Now you can run SEC via sudo python /root/nlpserver/decipher_web_api/secStoreAPI.py

The log file is in /var/log/secStoreAPI.py so you can check in case something goes wrong. Note that this is still under heavy development, so bugs should be expected to occur often.

When you've gotten it running, you must also note against which index you are making queries. In secStoreAPI.py, there is a hardcoded line (line 82) with:

conn = ES('athena1.fit.vutbr.cz:9200')

You should replace that with localhost:9200, if you want to run on your own index.

On athena1.fit.vutbr.cz you can search objects by query from storyscope, but you can't search similar object to those in storyscope – they need to be indexed first, we got it running in November, because we indexed contents of storyscope to ssl server, but unified search still wasn't approved, so on current version, you can't use this feature. On decipher-sec.ssl.co.uk is version of index which is incompatible with latest SEC - it will be updated soon.

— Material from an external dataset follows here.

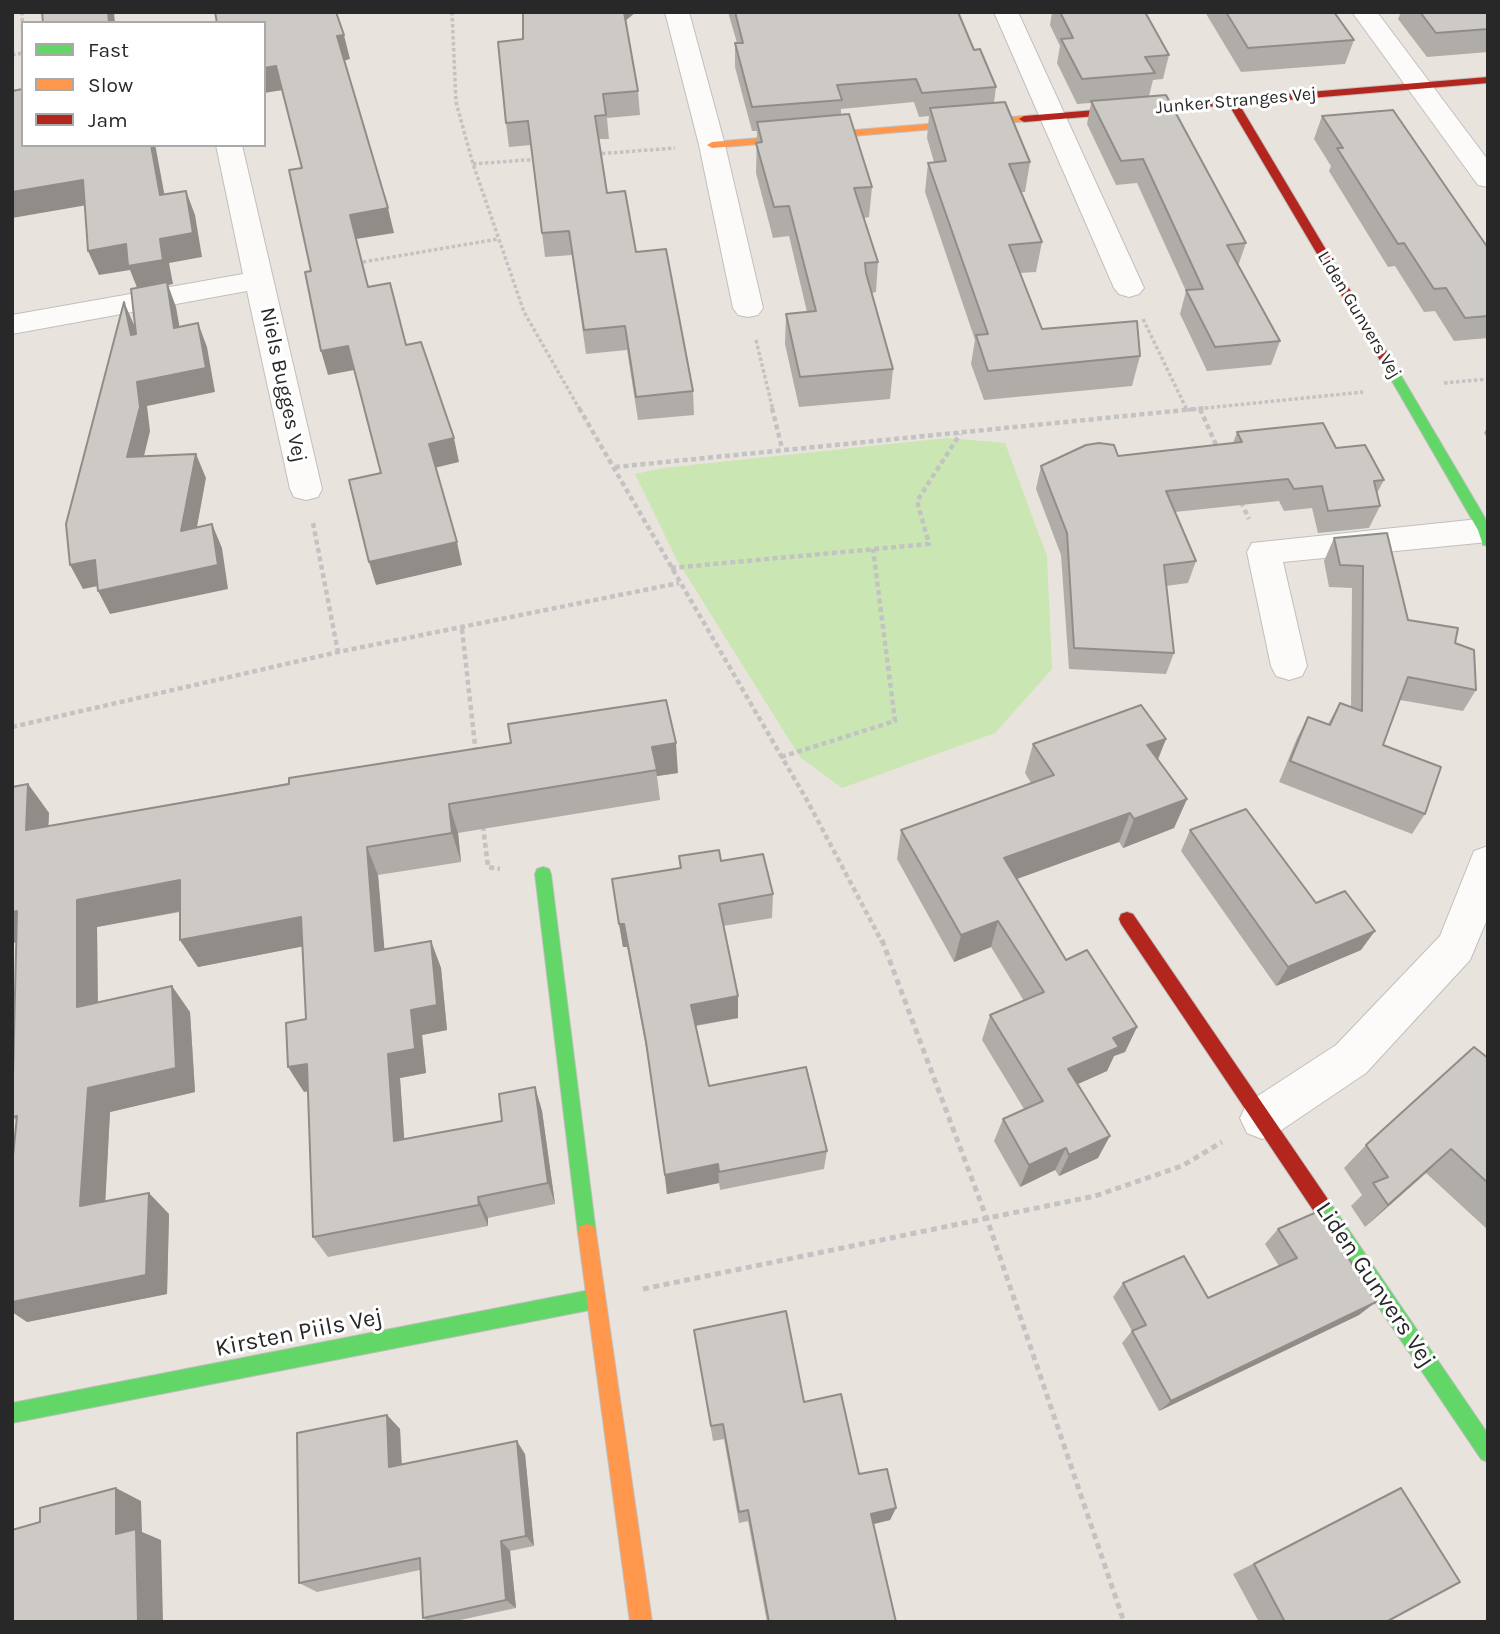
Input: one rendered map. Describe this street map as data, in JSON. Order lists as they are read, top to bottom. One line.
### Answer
{"streets":{"street":["Junker Stranges Vej","Liden Gunvers Vej","Niels Bugges Vej","Kirsten Piils Vej"]},"crossings":[["Junker Stranges Vej","Liden Gunvers Vej"]],"legend":["Fast","Slow","Jam"]}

secStoreAPI.py is designed to work with the following types – many fields can be empty, so these are just examples. (Note: for internal search, elasticsearch could be used via the elastica extension to drupal – many of our students are using this on different projects. - but it is something very different from SEC search functionality, where queries are not forwarded directly to the index)

{ "artwork": 
  { 
      "title":"My best artwork",
      "article":"This is the best artwork I've ever created",
      "uri":"http://en.wikipedia.org/my_best_artwork", "src_id":"wikipedia",
      "artwork_type":"painting", "visibility":"public",
      "facets":[ 
			 "sentiment":"pos", 
			 "period":"renaissance", 
			 "theme":"portrait",
			 "readinglevel":"youths",
			 "price":1000000,
			 "currency":"USD",
			 "date":1655,
			 "width":100,
			 "height":100,
			 "artist":["Rembrandt"],
			 "owner":["Louvre Museum"], 
			 "credit_line":"Some copyright" 
      ],
      classified_facets:["sentiment","readinglevel"], 
      "type":"artwork",
      "id": "fb311820-3d60-11e2-a75f-50e54935d982",
      "image":"http://www.img.com/my_best_artwork.jpg" 
  } 
} 

{ 
    "artist": {
	"id": "fb311820-3d60-11e2-a75f-50e54935d983", 
	"title": "Johny English",
	"visibility":"public",
	"date_of_birth": "1234",
	"nationality": "English",
	"places_lived": ["London","Manchester"],
	"period": "renaissance",
	"article": "Johny English had a troubled childhood...",
	"uri": "http://somesite.com/johny_english",
	"artworks":["English landscape","White horse"],
	"date_of_death":"1289", 
	"place_of_birth":"Manchester",
	"relatives":["Mary English", "Peter English"],
	"co-workers":["John Connor","Mary Stuart"],
	"influenced":["William Shakespeare", "John Doe"],
	"influenced_by":["Aristotle","Platon"],
	"image":"http://www.img.com/johny.jpg" 
    }
}

{
    "document":
    {
	"id":"fb311820-3d60-11e2-a75f-50e54935d984", 
	"title":"Document about Mona Lisa",
	"visibility":"public",
	"text": "This document was created ...",
	"uri": "http://documents.com/mona_lisa", 
	"childs": ["fb311820-3d60-11e2-a75f-50e54935d982"]
	"facets":[ "sentiment":"pos",
		   "period":"renaissance",
		   "theme":"portrait",
		   "readinglevel":"youths", ],
	classified_facets:["sentiment","readinglevel","theme","period"] 
    } 
}

I hope you understand at least a piece of it :). It should be running nicely with 16 GB, if index is not too big or classifiers are not active, othervise memory requirements are massive.

Overview of user-level features

BUT work have several parts:

  • If you go to Dossiers and select Dossier, you can Add New Resource to this Dossier by using Search by query or Search by example functionality. All new content of StoryScope is immediately sent to SEC, so search is combined -- external and internal.

  • If you go to any Object story or something else which can be annotated (according to TinyMCE settings), you can go to its editing page and see the Annotation editor button in the TinyMCE toolbar. The Annotation editor will connect and you can annotate the text. When you annotate something, the annotation will be send to Annotation Server, and exported into StoryScope structures (you will need additional settings in Annotation server administration interface to get it working). These structures can be visualised as a Graph. Annotations of the events will also be transformed into StoryScope events too. You can suggest particular annotations in a "semiautomatic" mode.